Bairagya Hridoy R, Tasneem Alvea, Rai Gyan Prakash, Reyaz Saima
Department of Chemistry, University of Cambridge, Lensfield Road, Cambridge CB2 1EW, U.K.
Department of Computer Science, Jamia Millia Islamia, Jamia Nagar, Okhla, New Delhi 110025, India.
J Phys Chem B. 2021 Feb 11;125(5):1351-1362. doi: 10.1021/acs.jpcb.0c08818. Epub 2020 Dec 28.
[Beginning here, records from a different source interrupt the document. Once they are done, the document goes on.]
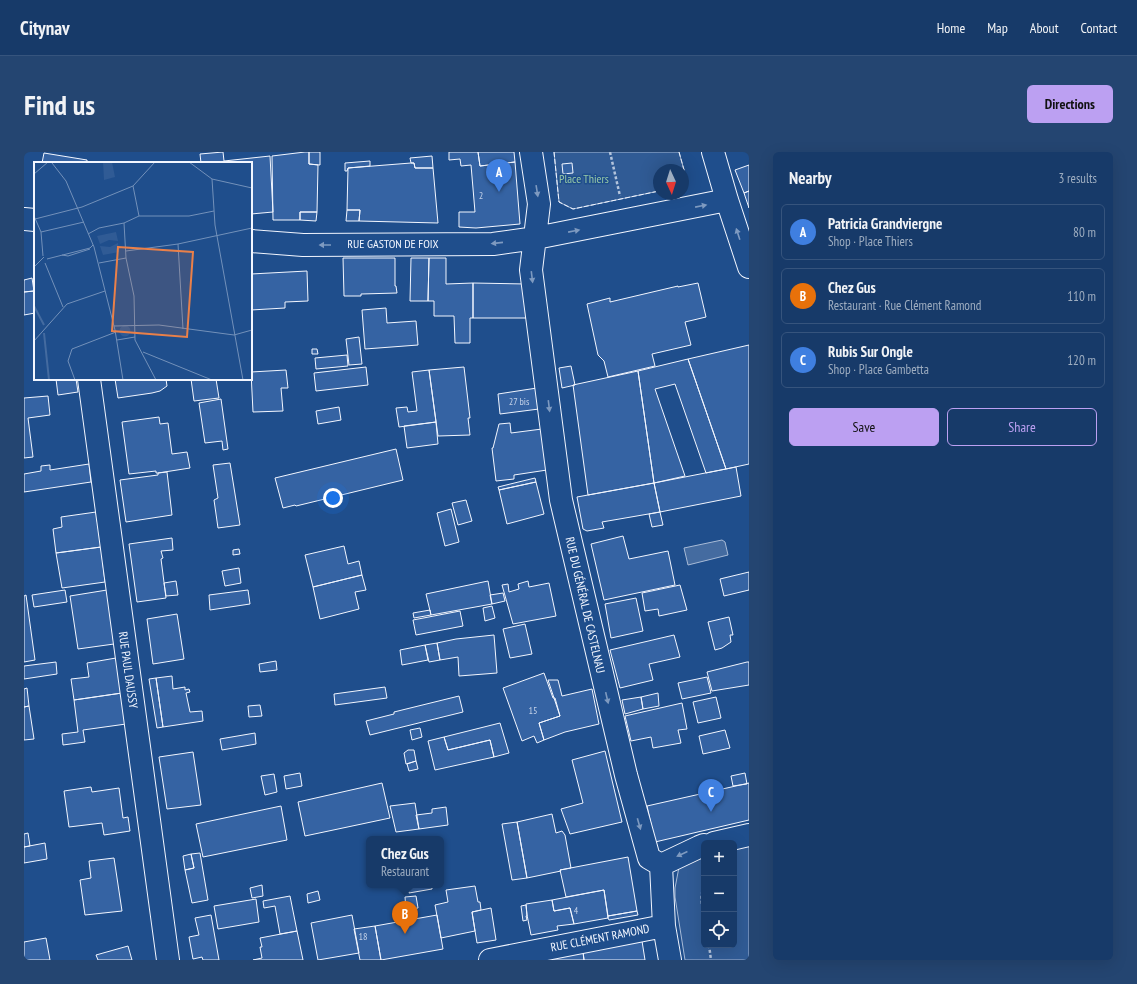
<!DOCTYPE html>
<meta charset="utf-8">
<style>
:root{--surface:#173a69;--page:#244571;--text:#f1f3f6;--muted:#9eadc0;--line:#36547d;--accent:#bca0f2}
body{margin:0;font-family:"PT Sans Narrow",sans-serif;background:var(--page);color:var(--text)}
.controls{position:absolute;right:12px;bottom:12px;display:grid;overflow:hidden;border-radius:6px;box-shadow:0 4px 16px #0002}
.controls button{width:36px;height:36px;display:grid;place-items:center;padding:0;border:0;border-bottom:1px solid var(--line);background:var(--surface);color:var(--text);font:20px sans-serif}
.compass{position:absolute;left:629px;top:12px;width:36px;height:36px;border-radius:50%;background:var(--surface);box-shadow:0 4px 16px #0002;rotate:176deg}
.you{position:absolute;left:309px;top:346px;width:14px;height:14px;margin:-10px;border:3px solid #fff;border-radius:50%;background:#1a73e8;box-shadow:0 0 0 6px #1a73e833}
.badge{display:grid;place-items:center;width:26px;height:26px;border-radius:50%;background:var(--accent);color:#fff;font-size:13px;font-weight:700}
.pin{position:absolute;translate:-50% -33px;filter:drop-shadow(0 1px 2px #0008)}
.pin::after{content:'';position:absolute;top:21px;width:14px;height:12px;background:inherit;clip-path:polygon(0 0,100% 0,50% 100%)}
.popup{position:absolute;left:342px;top:684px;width:78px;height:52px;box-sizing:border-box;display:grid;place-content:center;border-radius:6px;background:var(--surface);filter:drop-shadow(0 1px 3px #0005);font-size:13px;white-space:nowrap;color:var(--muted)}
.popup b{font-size:15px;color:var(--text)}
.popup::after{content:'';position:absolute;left:50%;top:100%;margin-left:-8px;border:8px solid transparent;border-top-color:var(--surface)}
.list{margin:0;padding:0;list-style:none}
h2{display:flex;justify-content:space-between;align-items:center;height:52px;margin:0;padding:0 16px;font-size:17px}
h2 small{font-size:13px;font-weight:400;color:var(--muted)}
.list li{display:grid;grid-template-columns:26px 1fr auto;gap:12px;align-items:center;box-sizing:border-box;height:56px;margin:0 8px 8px;padding:0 8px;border:1px solid var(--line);border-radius:6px}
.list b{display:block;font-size:15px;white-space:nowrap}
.list p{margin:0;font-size:13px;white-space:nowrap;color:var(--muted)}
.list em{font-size:13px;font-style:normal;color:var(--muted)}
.actions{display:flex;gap:8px;padding:12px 16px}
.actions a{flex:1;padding:9px 0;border:1px solid var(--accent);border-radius:6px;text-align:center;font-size:14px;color:var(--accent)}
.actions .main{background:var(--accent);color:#111}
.icon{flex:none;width:22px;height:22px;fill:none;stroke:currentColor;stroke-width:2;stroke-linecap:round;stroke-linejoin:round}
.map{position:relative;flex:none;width:725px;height:808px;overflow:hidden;border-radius:6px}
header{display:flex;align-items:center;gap:24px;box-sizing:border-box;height:56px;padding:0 20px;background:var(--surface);border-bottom:1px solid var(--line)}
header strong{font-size:19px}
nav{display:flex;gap:22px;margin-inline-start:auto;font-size:14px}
.intro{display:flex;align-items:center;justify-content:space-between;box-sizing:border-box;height:96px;padding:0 24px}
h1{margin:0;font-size:28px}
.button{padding:10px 18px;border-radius:6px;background:var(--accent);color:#111;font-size:14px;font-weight:700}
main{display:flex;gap:24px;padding:0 24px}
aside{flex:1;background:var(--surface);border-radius:6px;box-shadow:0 4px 16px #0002}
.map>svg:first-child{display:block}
</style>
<header>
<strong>Citynav</strong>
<nav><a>Home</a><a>Map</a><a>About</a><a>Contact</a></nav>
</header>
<div class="intro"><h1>Find us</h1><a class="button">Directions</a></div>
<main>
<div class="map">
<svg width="725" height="808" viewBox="0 0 725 808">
<rect width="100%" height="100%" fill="#1f4e8c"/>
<path fill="#305b95" stroke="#a8bbd7" d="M530,0h125l7,25 -3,4v-11h-24v21l-86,18 -14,-7z
M725,693v115h-64l-10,-63v-9l4,-21 25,-11v89h30v-96z"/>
<path fill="#446ba0" stroke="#a8bbd7" d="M698,388l3,2 3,13 -40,10 -4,-17z"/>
<path fill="#3563a3" stroke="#f2f6ff" d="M199,0l1,9 46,-5 3,56 -22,2v-51h-53h3l-1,-9z
M281,0h4v12l9,1 -1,47h-17v8h-27l-1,-64z
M285,0h11v13l-11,-1z
M425,0h29l2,14 35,-4 5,62 -44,4 -17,-1v-15h16l-4,-47 -10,1 -1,-7 -11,1z
M454,0h36l1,10 -35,4z
M20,1l43,7v3h-45z
M408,4l1,12h-18l-1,-5h-3l-1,-5z
M346,9v5l-22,2 -1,3h-2v-8z
M387,11h3l1,5h18l5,55 -79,-2 1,-11h-13l1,-42z
M548,11l1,10 -10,1 -1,-10z
M725,13v26l-5,2 -9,-23z
M725,39v17l-5,-15z
M323,58h13l-1,11h-13z
M276,60h17l-1,9 -16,-1z
M319,106h52v28h1l1,7 -36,1v2h-17z
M387,106h18l-1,43h-18z
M405,106h17v26l27,-1v35h-3v25h-15l-1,-27h-20v-15h-6z
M283,119l1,30 -23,1v6l-34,2v-36z
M8,126l2,13 -10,1v-12z
M449,131l53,1v34h-53z
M674,131l8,34 -21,5 6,23 -39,9 3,12 -47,11 -4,-16 -6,-6 -11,-51 23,-6v4l68,-16v1z
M10,139l1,22 -11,2v-23z
M362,156l1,15 29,-2 2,24 -53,4 -3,-39z
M335,185l3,27 -13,1 -3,-26z
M725,193v119l-23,5 -38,-110z
M288,197h5l1,5h-6z
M323,203l1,11 -32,3 -1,-11z
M664,207l38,110 -20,4 -31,-89 -20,5 30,87 -31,7 -16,-112z
M547,214l4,19 -13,3 -3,-20z
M342,215l2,18 -52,6 -2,-18z
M440,215l6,51h-2l2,17 -32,1 -9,-66z
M262,218l2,18h-7l2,23 -30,1 -2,-40z
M405,218l7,52 -37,5 -3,-19 11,-1 1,5 9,-1 -5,-39z
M614,219l16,112 -66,12 -15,-110z
M32,227h20l2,13 -20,3z
M91,227h51l1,7 -7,5 -8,2 -34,5z
M167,227h25l3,19 -25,3z
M513,236l2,21 -39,5 -2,-20z
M24,244l2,19 -22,3 5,39 -9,1v-60z
M197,247l7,50 -5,1 -1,-9 -17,2 -6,-40z
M315,255l2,13 -23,4 -2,-13z
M135,265l1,7 8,-1 4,31 15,-2 3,16 -32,5h-2v-2l-27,3 -7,-52z
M412,270l2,22 -31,4 -3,-22z
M486,271l1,10 31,-4 5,41 -33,5v4l-18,2 -4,-33h1l6,-24z
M372,297l7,31 -107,26 -1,-1 -12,3 -8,-30z
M206,311l10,62 -22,3 -4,-28 4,-2 -5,-33z
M65,312l2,18 -67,10v-18l17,-3v-5l9,-1v5z
M712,315l5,29 -81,16 -6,-29z
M143,320l5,43 -46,7 -6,-42 38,-5v-2z
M511,326l1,4 -37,8 -1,-3z
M512,330l8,32 -37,10 -8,-34z
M630,331l6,29 -58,10 2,6 -17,3 -4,-2 -6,-32z
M442,348l6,21 -14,4 -6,-22z
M427,357l8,33 -14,4 -8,-33z
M72,360l5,35 -45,6 -3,-24 9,-2 -1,-10z
M636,360l3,13 -11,2 -3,-13z
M599,384l6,23 39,-8 7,34 -71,15 -13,-56z
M148,386l1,12 -12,1 2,7 -2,1 5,39 -29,4 -8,-58z
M320,394l4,18 11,-3 3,14 -49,12 -8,-32z
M77,395l4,35 -43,6 -6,-35z
M215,397l1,5 -7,1v-5z
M215,416l2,15 -16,3 -3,-15z
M725,420v18l-25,6 -4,-17z
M338,423l4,15 -11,2 4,17 -39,10 -7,-32z
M152,429l2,14 -12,1 -2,-13z
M464,429l4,23 -61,11 -5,-21z
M504,429l1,6 20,-4 7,33 -43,8 -11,-39 6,-1 1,8 10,-3 -1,-5z
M656,433l7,25 -28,6 -1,-7 -13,2 -3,-18z
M41,438l2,12 -33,5 -2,-12z
M83,438l7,54 -36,5 -8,-53z
M224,438l2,14 -40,6 -1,-15z
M479,441l2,8 -13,3 -2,-9z
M2,443l9,65 -11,2v-66z
M612,446l7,33 -32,7 -6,-34z
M468,454l3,12 -10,3 -2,-13z
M406,458l1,5 -17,3 -1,-5z
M436,459l3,15 -47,9 -3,-15z
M153,462l7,45 -31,5 -6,-45z
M705,465l4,18h-3l1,7 -9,6 -7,2 -7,-28z
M501,472l7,30 -22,4 -7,-29z
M470,483l3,38 -38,3 -1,-19 -18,3 -3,-17 19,-4z
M650,483l6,22 -31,7 4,16 -33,8 -10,-38z
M413,491l3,17 -11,2 -4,-17z
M401,493l3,15 -26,5 -2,-15z
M92,506l6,35 -48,7 -3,-21 18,-2 -2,-14z
M252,509l1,9 -17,2 -1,-8z
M32,510l1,12 -33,5v-13z
M723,510h2v23l-37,6 -5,-19z
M520,521l9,25h2l5,18 -21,7 5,17 -7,3 -3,-7 -12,5 -19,-53z
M148,524l1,13 12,-2v3l4,-1 1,3 -4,1 4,19 12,-1 1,10 -40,6 -7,-49z
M683,525l4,16 -29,6 -4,-16z
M132,526l7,49 -6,1 -8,-49z
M524,528h10l4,16 30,-7 7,35 -34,8 -21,8 -5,-17 21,-7z
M361,535l2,11 -52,7 -1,-11z
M3,536l2,18 -5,1v-18z
M98,541l4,31 -43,6 2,12 -22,3 -1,-11 16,-2 -4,-32z
M634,541l1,13 -16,3 -2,-12z
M435,544l4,16 -93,23 -4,-14 28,-7v-2z
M617,545l2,12 -18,5 -3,-14z
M692,545l5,21 -23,5 -5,-21z
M658,551l5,26 -9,1 3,13 -28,5 -2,-11 -20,4 -6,-25z
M236,553l2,11 -13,1 -1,-11z
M5,554l5,33 -10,1v-33z
M476,571l9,30 -15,4 -4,-17 -42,10 -4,-13z
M396,576l2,9 -10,3 -2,-10z
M701,578l5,18 -27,6 -4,-18z
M231,581l1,11 -34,6 -2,-11z
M420,585l4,13 42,-10 4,17 -59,13 -7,-29z
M384,598h6l2,11 -10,3 -2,-11z
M581,599l17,71 -52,12 -9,-25 22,-6 -11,-43z
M169,600l8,53 -34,4 -8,-52z
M392,609l2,8 -9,2 -2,-7z
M276,621l2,13 -16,3 -2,-13z
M721,621l2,11 -14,2 -2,-10z
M250,622l3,18 -12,3 -4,-19z
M358,631l8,35 -85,18 -7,-34z
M725,631v37l-94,22 -8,-36z
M67,635l1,5 27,-4 4,30 5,-1 2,14 -26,4 -2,-12 -33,4 -5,-36z
M391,651l4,26 -23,3 -6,-26z
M257,654l6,34 -84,17 -7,-33z
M422,655l2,18 -29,4 -3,-14 16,-2v-4z
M528,662l4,19 6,-2 3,4 6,33 -11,2 1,1 -34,7 -10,-56z
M493,670l10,56 -15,2 -10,-56z
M4,681l2,13 -6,1v-13z
M21,691l2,16 -23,4v-16z
M176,701l8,47 -16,3 -7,-33 9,-2 -3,-14z
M167,702l3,14 -9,2 -2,-14z
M604,705l9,54 -29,5 -4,-26 -38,7 -6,-27z
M90,706l8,53 -37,4 -5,-35 11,-2 -2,-17z
M238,733l1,11 -11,2 -2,-10z
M384,733h24v4l-23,4z
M451,734l3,16h2l1,8 -9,2 3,19 -34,7 -6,-33 13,-3 -2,-12z
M580,738l4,28 -34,6 -4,-16 -16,3 -2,-11z
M294,739l2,9 -12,3 -1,-9z
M266,744l7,35 -17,3 -5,-28 -11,2 -1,-7z
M392,744l2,12 -12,2 -1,-13z
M232,747l3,23 -41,7 -4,-23z
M528,748l2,11 16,-3 4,16 -17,2 1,4 -27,5 -4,-20 -1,-11z
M502,753l1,11h-1l1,4 -4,1 -2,-15z
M467,756l5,32 -19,3 -5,-31z
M382,757v1l8,-1 1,9 -14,3 -3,-11z
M613,759l1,4 -29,5 -1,-2v-2z
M187,763l8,45h-16l-1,-3 -9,2 -4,-22 10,-2 -4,-17z
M328,763l7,38 -41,7 -7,-37z
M413,763l6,34 -62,11 -6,-34z
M351,774l6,34h-21l-6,-31z
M273,779l6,29h-50l9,-2 -2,-11h2l-2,-9z
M22,786l4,22h-26v-18z
M618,789l3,19h-61l-1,-8z
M104,794l4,14h-34l-2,-5z
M559,800l1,8h-38z"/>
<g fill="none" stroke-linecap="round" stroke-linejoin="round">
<g stroke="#f2f6ff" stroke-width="24">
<path id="minor" d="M507,0l8,52 -8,66 30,230 65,275 23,83 12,7 3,61 6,34
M689,0l14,48 22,67
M0,67l11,1
M227,89l52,4 190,-1 43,-6 191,-38
M65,227l79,581
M690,691l35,-8
M637,713l38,-18 5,-2
M466,808l174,-34"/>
</g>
<path stroke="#b3c4dc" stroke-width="2.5" stroke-dasharray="3 2" stroke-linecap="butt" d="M586,0l10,44
M680,734c-4,10 -2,20 0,29
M685,793l2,15"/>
<use href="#minor" stroke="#1f4e8c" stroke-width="22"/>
<path stroke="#f2f6ff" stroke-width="1" stroke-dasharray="5 2" stroke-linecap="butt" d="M530,0l5,50 14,7 86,-18
M655,0l7,25 -3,4"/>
</g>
<defs><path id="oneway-solid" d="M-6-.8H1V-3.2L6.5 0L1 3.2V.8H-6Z"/></defs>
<g fill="#7e9ac0">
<use href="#oneway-solid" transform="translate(513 39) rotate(81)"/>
<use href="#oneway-solid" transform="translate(677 54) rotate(-11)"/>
<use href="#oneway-solid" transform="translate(550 79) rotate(-11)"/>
<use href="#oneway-solid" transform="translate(714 82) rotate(-108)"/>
<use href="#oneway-solid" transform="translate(473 91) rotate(174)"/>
<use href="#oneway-solid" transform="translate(301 93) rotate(180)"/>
<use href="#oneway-solid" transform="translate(508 125) rotate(83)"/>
<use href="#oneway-solid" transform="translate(525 254) rotate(83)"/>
<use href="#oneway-solid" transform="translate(583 546) rotate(77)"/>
<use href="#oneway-solid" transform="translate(615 672) rotate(74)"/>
<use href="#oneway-solid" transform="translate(658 702) rotate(155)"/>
</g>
<g text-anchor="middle" stroke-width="3" stroke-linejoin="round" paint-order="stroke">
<g font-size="10" fill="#c3d1e8">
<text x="457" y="47">2</text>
<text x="495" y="253">27 bis</text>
<text x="509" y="562">15</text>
<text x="552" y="762">4</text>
<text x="339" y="788">18</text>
</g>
<g font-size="12" fill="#97c8a6" stroke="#1f4e8c">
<text x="560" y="31">Place Thiers</text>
</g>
<g font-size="12" fill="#f2f6ff" stroke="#1f4e8c">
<text x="369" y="96">RUE GASTON DE FOIX</text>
<text transform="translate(561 453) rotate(77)" y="4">RUE DU GÉNÉRAL DE CASTELNAU</text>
<text transform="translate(104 518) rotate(82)" y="4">RUE PAUL DAUSSY</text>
<text transform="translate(576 786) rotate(-11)" y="4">RUE CLÉMENT RAMOND</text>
</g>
</g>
<g transform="translate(10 10)">
<rect width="218" height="218" fill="#1f4e8c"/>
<path d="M69,0h9l3,15 -11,3zM82,70l2,9 -9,-1 -9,4 -3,-8zM84,81l1,9 -16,3 -3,-9 10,1zM85.5 169a5.5 5.5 0 1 1 11 0a5.5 5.5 0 1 1-11 0Z" fill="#305b95"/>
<path fill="none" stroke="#446ba0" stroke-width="2" d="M0,144l10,19M10,171l5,47"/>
<path fill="none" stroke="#7391ba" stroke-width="1" d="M155,0l23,17 3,46 28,155M18,1l14,18 28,66 21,83 8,50M0,12l14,-12M178,17l40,9M99,24l6,30 -15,7 2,35 8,38 1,44 21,40M0,54l7,16 2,24M105,54h50l25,-5M1,57l47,-12 51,-21 22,-24M7,70l43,-10M54,72l11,-6 25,-5M144,82l5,85M92,89l52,-7 74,-16M28,93l6,1 22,-7M13,97l43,-11 3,-3M11,101l18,44M65,101l27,-5M0,105l10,-10M80,164l45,-1 75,10 18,-5M83,178l18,-3M0,179l33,-37 38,-13M109,190l69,28M41,218l-7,-19 4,-12 44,-17"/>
<path fill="#ea8049" fill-opacity="0.15" stroke="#ea8049" stroke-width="2" d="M84,85l75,5 -6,85 -75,-6z"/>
<rect width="218" height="218" fill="none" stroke="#f2f6ff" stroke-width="2"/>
</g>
</svg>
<div class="controls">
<button>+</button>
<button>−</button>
<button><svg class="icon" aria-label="locate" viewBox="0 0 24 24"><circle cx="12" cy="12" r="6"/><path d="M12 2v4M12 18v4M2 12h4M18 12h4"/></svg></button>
</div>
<svg class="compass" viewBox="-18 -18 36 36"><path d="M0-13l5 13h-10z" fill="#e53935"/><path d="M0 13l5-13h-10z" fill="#9eadc0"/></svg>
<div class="you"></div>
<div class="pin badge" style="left:475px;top:40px;background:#3f7fe0">A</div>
<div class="pin badge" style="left:381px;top:782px;background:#e8710a">B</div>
<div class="popup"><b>Chez Gus</b>Restaurant</div>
<div class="pin badge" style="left:687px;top:660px;background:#3f7fe0">C</div>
</div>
<aside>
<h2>Nearby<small>3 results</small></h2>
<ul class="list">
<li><span class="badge" style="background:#3f7fe0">A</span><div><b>Patricia Grandviergne</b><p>Shop · Place Thiers</p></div><em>80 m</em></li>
<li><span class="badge" style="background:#e8710a">B</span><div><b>Chez Gus</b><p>Restaurant · Rue Clément Ramond</p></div><em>110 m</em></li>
<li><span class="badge" style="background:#3f7fe0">C</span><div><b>Rubis Sur Ongle</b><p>Shop · Place Gambetta</p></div><em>120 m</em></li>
</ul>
<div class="actions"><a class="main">Save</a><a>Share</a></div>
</aside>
</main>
Human guanosine monophosphate reductase (hGMPR) enzyme maintains the intracellular balance between adenine and guanine nucleotide pools, and it is an excellent target for the design of isoform-specific antileukemic agents. In the present study, we have investigated solvation properties of substrate GMP or product inosine-5'-monophosphate (IMP)-binding pocket of hGMPR by employing molecular dynamics simulations on conformations A (substrate GMP), B [substrate GMP with cofactor nicotinamide adenine dinucleotide phosphate (NDP)], C (product IMP with cofactor NDP), and D (product IMP). Nineteen water sites are identified precisely; they are responsible for the catalytic activity of this site, control structural and dynamical integrity, and electronic consequences of GMP or IMP in the binding site of hGMPR. The water sites of category-1 (W1, W4, W5, W6, W13, and W15) in normal protein and category-2 (W2, W3, W7, W8, W10, W17, and W18) in cancerous protein are unique and stabilize the guanosine or inosine group of GMP or IMP for participation in the enzymatic reaction, whereas the remaining water centers either stabilize pentose sugar ribose or the phosphate group of GMP or IMP. Furthermore, water sites of category-4 (W11, W14, and W16) appear to be conserved in all conformations during the entire simulation. The GMP-binding site in cancerous protein 2C6Q is significantly expanded, and its dynamics are very different from normal protein 2BLE. Furthermore, unique interactions of GMP(N1)···W2···Asp129/Asn158, IMP(N1)···W3···Glu289, and IMP(O6)···W10···Ser270 might be used in a water mimic drug design for hGMPR-II. In this context, water finding probability, relative interaction energy () associated with water site W, entropy, and topologies of these three water sites are thermodynamically acceptable for the water displacement method by the modified ligand. Hence, their positions in the catalytic pocket may also facilitate future drug discovery for chronic myelogenous leukemia by the design of appropriately oriented chemical groups that may displace these water molecules to mimic their structural, electronic, and thermodynamic properties.
人鸟苷单磷酸还原酶(hGMPR)维持腺嘌呤和鸟嘌呤核苷酸池之间的细胞内平衡,是设计亚型特异性抗白血病药物的理想靶点。在本研究中,我们通过对构象A(底物GMP)、B [底物GMP与辅因子烟酰胺腺嘌呤二核苷酸磷酸(NDP)]、C(产物肌苷-5'-单磷酸(IMP)与辅因子NDP)和D(产物IMP)进行分子动力学模拟,研究了hGMPR底物GMP或产物IMP结合口袋的溶剂化性质。精确识别了19个水位点;它们负责该位点的催化活性,控制hGMPR结合位点中GMP或IMP的结构和动力学完整性以及电子效应。正常蛋白中的1类水位点(W1、W4、W5、W6、W13和W15)和癌蛋白中的2类水位点(W2、W3、W7、W8、W10、W17和W18)是独特的,可稳定GMP或IMP的鸟苷或肌苷基团以参与酶促反应,而其余水中心则稳定戊糖核糖或GMP或IMP的磷酸基团。此外,在整个模拟过程中,4类水位点(W11、W14和W16)在所有构象中似乎都是保守的。癌蛋白2C6Q中的GMP结合位点显著扩大,其动力学与正常蛋白2BLE非常不同。此外,GMP(N1)···W2···Asp129/Asn158、IMP(N1)···W3···Glu289和IMP(O6)···W10···Ser270的独特相互作用可用于hGMPR-II的水模拟药物设计。在这种情况下,水发现概率、与水位点W相关的相对相互作用能()、熵以及这三个水位点的拓扑结构对于改良配体的水置换方法在热力学上是可接受的。因此,它们在催化口袋中的位置也可能通过设计适当取向的化学基团来促进未来慢性粒细胞白血病的药物发现,这些化学基团可能取代这些水分子以模拟它们的结构、电子和热力学性质。